• Task instructions
Output all entries below exactly as they are given.

• Supplied material
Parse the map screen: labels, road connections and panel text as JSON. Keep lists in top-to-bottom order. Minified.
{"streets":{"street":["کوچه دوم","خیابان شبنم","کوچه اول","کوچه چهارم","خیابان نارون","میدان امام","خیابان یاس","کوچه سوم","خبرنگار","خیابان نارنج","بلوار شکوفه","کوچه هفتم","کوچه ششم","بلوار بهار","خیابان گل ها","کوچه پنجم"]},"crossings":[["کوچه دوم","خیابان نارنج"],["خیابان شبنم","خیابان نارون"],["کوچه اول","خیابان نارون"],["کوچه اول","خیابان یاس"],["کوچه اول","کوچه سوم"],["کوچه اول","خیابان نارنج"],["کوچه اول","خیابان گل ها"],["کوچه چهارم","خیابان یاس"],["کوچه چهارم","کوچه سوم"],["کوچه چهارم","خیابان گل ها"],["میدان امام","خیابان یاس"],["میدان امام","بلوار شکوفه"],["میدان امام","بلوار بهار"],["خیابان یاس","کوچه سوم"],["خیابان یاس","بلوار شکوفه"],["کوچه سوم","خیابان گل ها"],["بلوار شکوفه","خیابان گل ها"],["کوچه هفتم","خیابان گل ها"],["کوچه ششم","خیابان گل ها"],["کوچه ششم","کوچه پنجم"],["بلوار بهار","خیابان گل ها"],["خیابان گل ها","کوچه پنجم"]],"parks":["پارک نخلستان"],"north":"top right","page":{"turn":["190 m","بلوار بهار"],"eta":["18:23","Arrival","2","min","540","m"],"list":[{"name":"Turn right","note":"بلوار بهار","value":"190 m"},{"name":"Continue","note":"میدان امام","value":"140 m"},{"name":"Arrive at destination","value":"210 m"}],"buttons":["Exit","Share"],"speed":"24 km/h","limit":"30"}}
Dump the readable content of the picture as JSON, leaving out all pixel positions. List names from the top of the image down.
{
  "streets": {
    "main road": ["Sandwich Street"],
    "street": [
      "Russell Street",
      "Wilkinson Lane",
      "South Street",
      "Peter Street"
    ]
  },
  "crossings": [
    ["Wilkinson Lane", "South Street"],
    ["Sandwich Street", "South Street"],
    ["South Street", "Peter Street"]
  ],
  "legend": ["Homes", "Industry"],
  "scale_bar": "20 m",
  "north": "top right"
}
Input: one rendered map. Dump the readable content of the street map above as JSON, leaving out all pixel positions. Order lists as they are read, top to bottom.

• Answer to the exercise
Parse the map screen: labels, road connections and panel text as JSON. Keep lists in top-to-bottom order. Minified.
{"streets":{"street":["کوچه دوم","خیابان شبنم","کوچه اول","کوچه چهارم","خیابان نارون","میدان امام","خیابان یاس","کوچه سوم","خبرنگار","خیابان نارنج","بلوار شکوفه","کوچه هفتم","کوچه ششم","بلوار بهار","خیابان گل ها","کوچه پنجم"]},"crossings":[["کوچه دوم","خیابان نارنج"],["خیابان شبنم","خیابان نارون"],["کوچه اول","خیابان نارون"],["کوچه اول","خیابان یاس"],["کوچه اول","کوچه سوم"],["کوچه اول","خیابان نارنج"],["کوچه اول","خیابان گل ها"],["کوچه چهارم","خیابان یاس"],["کوچه چهارم","کوچه سوم"],["کوچه چهارم","خیابان گل ها"],["میدان امام","خیابان یاس"],["میدان امام","بلوار شکوفه"],["میدان امام","بلوار بهار"],["خیابان یاس","کوچه سوم"],["خیابان یاس","بلوار شکوفه"],["کوچه سوم","خیابان گل ها"],["بلوار شکوفه","خیابان گل ها"],["کوچه هفتم","خیابان گل ها"],["کوچه ششم","خیابان گل ها"],["کوچه ششم","کوچه پنجم"],["بلوار بهار","خیابان گل ها"],["خیابان گل ها","کوچه پنجم"]],"parks":["پارک نخلستان"],"north":"top right","page":{"turn":["190 m","بلوار بهار"],"eta":["18:23","Arrival","2","min","540","m"],"list":[{"name":"Turn right","note":"بلوار بهار","value":"190 m"},{"name":"Continue","note":"میدان امام","value":"140 m"},{"name":"Arrive at destination","value":"210 m"}],"buttons":["Exit","Share"],"speed":"24 km/h","limit":"30"}}
Dump the readable content of the picture as JSON, leaving out all pixel positions. List names from the top of the image down.
{
  "streets": {
    "main road": ["Sandwich Street"],
    "street": [
      "Russell Street",
      "Wilkinson Lane",
      "South Street",
      "Peter Street"
    ]
  },
  "crossings": [
    ["Wilkinson Lane", "South Street"],
    ["Sandwich Street", "South Street"],
    ["South Street", "Peter Street"]
  ],
  "legend": ["Homes", "Industry"],
  "scale_bar": "20 m",
  "north": "top right"
}
Input: one rendered map. Dump the readable content of the street map above as JSON, leaving out all pixel positions. Order lists as they are read, top to bottom.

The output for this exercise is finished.